I personally don’t see how a CCO can be expected to effectively adhere to these responsibilities without proper support. Support can take many forms and can include internal staff to assist and delegate tasks to, an outside compliance consultant, legal counsel, software solutions, and technology. It’s up to the CCO to be able to effectively communicate their needs to the individuals responsible for approving the use of such support.

CCO Responsibility

It is important to understand that even with delegation and the use of third parties, the CCO is ultimately responsible for the firm’s compliance program. Therefore, it is not wise to simply delegate. You must first understand the task before delegation and follow up to confirm your understanding.

Conclusion

The role of the Chief Compliance Officer has evolved into a pivotal position within financial advisory firms, especially following the SEC's adoption of Rule 206(4)-7. This rule not only emphasizes the necessity for comprehensive written policies and procedures but also underscores the need for a knowledgeable and empowered CCO to oversee their implementation and effectiveness. As outlined, the responsibilities of the CCO are extensive, encompassing education, risk management, regulatory compliance, and ongoing communication with all levels of the organization.

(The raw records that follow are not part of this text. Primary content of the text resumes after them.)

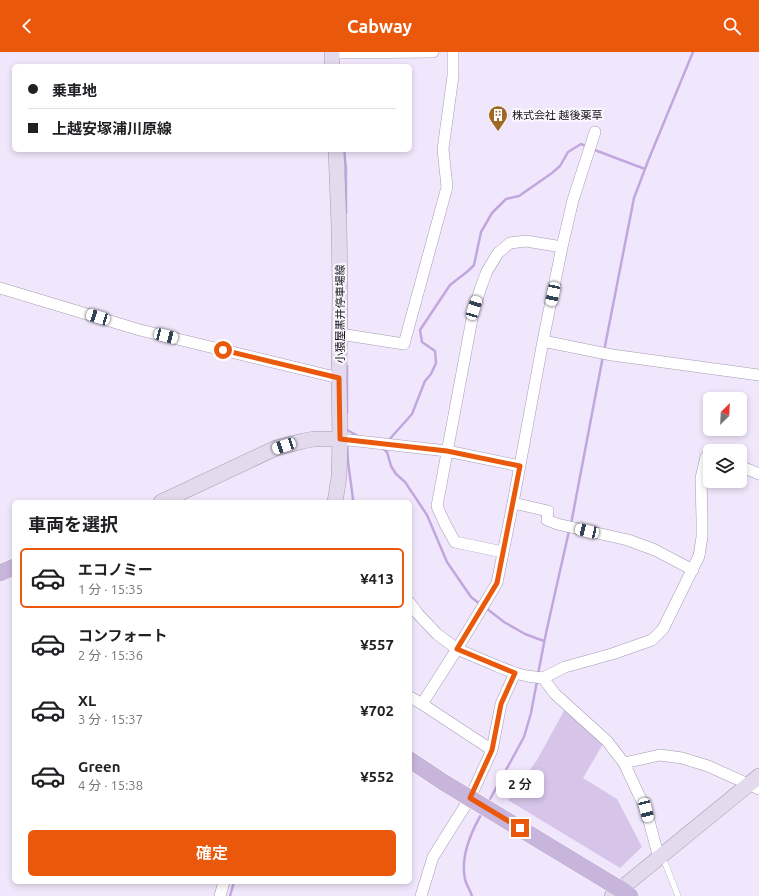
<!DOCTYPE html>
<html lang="ja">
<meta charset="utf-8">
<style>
body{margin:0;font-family:Ubuntu,"Noto Sans JP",sans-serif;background:#f2f2f2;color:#202124;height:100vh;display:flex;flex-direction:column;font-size:15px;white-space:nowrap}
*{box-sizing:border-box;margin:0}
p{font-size:13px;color:#757577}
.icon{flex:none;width:22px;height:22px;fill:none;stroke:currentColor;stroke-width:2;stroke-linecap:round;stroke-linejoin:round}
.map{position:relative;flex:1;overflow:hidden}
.sheet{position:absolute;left:12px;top:448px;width:400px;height:384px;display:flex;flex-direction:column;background:#fff;border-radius:6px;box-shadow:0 2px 6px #0003}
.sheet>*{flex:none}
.guide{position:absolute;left:12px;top:12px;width:400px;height:88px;border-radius:6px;box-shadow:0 2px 6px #0003;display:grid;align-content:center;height:88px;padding:0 16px;background:#fff}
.needle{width:26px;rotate:24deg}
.tools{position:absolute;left:703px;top:340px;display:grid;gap:8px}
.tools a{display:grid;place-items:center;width:44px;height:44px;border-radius:6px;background:#fff;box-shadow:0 2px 6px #0003;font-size:20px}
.end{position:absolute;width:18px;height:18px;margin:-9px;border:5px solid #ea580c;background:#fff;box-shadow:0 0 0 2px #fff}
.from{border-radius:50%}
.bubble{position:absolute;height:28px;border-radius:6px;background:#fff;box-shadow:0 2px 6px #0003;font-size:13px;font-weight:600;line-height:28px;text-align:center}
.car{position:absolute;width:12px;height:24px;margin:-12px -6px;border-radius:5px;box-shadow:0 0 3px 1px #0007;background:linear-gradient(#fff 24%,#345 0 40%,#fff 0 76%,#345 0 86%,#fff 0)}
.guide b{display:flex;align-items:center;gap:14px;height:38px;font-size:15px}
.guide b+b{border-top:1px solid #e0e0e0}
.guide i{width:10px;height:10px;background:#202124}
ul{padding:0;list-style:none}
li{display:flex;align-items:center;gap:12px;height:60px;margin:0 8px 6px;padding:0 8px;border:2px solid transparent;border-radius:6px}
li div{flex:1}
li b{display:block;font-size:15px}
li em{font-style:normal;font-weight:600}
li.on{border-color:#ea580c}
li>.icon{width:36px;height:36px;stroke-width:1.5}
h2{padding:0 16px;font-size:18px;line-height:48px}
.primary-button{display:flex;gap:8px;margin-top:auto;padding:8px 16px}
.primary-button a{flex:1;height:46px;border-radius:6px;background:#ea580c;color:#fff;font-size:16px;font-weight:600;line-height:46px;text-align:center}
header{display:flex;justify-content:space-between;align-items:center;height:52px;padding:0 16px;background:#ea580c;color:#fff;font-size:18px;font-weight:600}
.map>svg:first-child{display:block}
.green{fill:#d6c5e8}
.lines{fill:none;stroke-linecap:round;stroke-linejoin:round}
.stream{stroke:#c2a7de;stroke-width:2.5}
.lane-casing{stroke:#a69ab3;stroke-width:6}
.street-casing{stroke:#a69ab3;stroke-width:12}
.secondary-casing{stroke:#a69ab3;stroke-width:16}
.primary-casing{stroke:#fff;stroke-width:18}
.lane{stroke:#fff;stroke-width:5.5}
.street{stroke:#fff;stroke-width:11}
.secondary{stroke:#e4daed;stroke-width:15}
.primary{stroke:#c8b5dc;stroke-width:17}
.route{stroke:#ea580c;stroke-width:5}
.labels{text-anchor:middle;stroke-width:4;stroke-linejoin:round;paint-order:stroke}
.poi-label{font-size:11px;fill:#18141d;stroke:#faf8fd;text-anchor:start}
.street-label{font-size:11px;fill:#18141d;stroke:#faf8fd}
</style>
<header><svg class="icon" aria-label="back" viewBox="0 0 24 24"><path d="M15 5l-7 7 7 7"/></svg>Cabway<svg class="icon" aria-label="search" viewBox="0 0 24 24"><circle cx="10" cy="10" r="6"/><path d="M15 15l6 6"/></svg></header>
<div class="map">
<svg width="759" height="844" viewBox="0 0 759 844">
<rect width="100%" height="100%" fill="#f1e7fc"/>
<path class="green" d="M565,657L603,692L583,726L617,747L642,795L620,816L508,748L537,708Z"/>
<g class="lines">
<path class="stream" d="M592,97L645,117
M344,98L346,116V161
M604,299L634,146L648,109L693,0
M347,314V361
M347,378L360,385
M388,389L412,362L425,329L431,322L436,311L435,299L422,290L420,278L450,233L468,219L474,213L481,180L492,161L506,147L519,144L552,121L560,114L568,100L581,92L588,95
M347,390L348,410L353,447L352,450
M382,396L387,400L391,414L396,422L405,430L427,463L447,510L471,545L480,552
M571,472L603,304
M486,556L504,570L525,582L544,589
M538,622L546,581L569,479
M489,749L524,685L531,661L537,629
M230,844L234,830
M472,844C470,838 466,832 465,827C460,804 471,780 482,761"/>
<g class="lane-casing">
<path id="lane" d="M662,803L678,844"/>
</g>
<g class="street-casing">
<path id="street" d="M332,1L433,0
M0,236L140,278L339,326
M340,282L404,292L447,135L443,97L453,24V0
M543,289L612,303L759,323
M340,387L447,399L520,414
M740,414L759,422
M513,451L548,459L547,468L557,472L628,488L655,498L693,518
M503,500L455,490L445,472L437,454L474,256L481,235L487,219L498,201L510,191L526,189L562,195
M410,551L418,562L437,582L457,597L497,614L515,621L527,624L543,626L565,615L612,602L652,588L663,577L699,504L702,485V467L701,426L706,405L710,406
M543,626L555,642L607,689L624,711L646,758L659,806
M410,645L422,652
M492,698L422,652L457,597L497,531L513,451L543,289L562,195L573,148L595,80
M624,711L660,703L682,706L708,714L759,737
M220,844L224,830
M421,844L433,805L470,746L492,698L501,652L515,621"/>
</g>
<g class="secondary-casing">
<path id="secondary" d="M332,0V14
M161,450L276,396L303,389L314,387H340
M335,450L339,425L340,387L339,326L340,238L339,174L336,98
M612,844L759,724"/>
</g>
<g class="primary-casing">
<path id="primary" d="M0,521L14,515
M410,708L443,730L620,837L630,844"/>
</g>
<use href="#lane" class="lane"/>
<use href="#street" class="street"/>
<use href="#secondary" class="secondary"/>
<use href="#primary" class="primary"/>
</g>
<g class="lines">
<path class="route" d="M223,298L339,326L340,387L447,399L520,414L497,531L457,597L515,621L501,652L492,698L470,746L520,776"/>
</g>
<defs>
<g id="building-pin" transform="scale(1)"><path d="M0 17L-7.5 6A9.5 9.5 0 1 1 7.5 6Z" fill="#a06824" stroke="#faf8fd"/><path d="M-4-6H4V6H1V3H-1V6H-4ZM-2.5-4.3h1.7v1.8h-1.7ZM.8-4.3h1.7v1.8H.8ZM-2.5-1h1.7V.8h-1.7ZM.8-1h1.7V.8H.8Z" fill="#fff"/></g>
</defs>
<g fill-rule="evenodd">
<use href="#building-pin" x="498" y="63"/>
</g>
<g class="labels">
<g class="poi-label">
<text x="512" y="67">株式会社 越後薬草</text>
</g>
<g class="street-label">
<text transform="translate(340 262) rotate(-90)" y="4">小猿屋黒井停車場線</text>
</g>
</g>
</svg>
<div class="tools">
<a><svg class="needle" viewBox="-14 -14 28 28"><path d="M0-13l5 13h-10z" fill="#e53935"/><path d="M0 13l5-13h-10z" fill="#757577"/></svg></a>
<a><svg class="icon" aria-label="layers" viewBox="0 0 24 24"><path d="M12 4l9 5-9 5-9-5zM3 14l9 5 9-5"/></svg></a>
</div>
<i class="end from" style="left:223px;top:298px"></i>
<i class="end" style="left:520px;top:776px"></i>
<div class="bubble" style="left:496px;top:718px;width:48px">2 分</div>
<i class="car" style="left:553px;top:242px;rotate:192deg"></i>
<i class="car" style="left:474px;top:256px;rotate:17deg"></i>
<i class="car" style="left:98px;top:265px;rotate:287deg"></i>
<i class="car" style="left:166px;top:284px;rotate:104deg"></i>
<i class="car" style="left:284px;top:394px;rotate:252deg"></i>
<i class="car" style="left:587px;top:479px;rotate:283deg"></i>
<i class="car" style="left:646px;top:758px;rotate:166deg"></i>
<div class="guide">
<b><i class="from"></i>乗車地</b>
<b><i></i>上越安塚浦川原線</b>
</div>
<section class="sheet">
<h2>車両を選択</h2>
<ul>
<li class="on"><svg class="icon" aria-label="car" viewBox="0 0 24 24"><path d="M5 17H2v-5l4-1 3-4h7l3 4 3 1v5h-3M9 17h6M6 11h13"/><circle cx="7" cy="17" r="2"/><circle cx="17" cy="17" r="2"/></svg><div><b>エコノミー</b><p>1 分 · 15:35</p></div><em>¥413</em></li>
<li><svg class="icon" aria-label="car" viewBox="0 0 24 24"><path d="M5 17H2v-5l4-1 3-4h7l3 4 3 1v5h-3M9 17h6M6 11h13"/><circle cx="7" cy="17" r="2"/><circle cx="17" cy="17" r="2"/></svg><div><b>コンフォート</b><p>2 分 · 15:36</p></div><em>¥557</em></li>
<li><svg class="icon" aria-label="car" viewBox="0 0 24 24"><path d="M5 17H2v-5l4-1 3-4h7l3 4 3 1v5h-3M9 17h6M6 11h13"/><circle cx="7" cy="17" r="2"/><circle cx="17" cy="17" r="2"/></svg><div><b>XL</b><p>3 分 · 15:37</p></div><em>¥702</em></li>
<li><svg class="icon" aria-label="car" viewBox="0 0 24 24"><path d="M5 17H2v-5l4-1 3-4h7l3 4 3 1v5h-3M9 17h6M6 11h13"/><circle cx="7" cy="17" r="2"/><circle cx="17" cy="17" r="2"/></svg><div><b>Green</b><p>4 分 · 15:38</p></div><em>¥552</em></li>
</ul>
<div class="primary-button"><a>確定</a></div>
</section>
</div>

Given the complexity and breadth of these duties, it is crucial that CCOs receive adequate support—be it through dedicated staff, external consultants, or advanced technology—to effectively fulfill their roles. While delegation can alleviate some burdens, ultimate accountability rests with the CCO, making it imperative to maintain a thorough understanding of all compliance matters. As firms navigate an increasingly intricate regulatory landscape, the commitment to fostering a robust compliance culture led by a well-resourced and empowered CCO will be essential for mitigating risks and ensuring adherence to federal securities laws. The path forward necessitates not only recognizing the importance of the CCO's role but also actively investing in the resources required to support their success.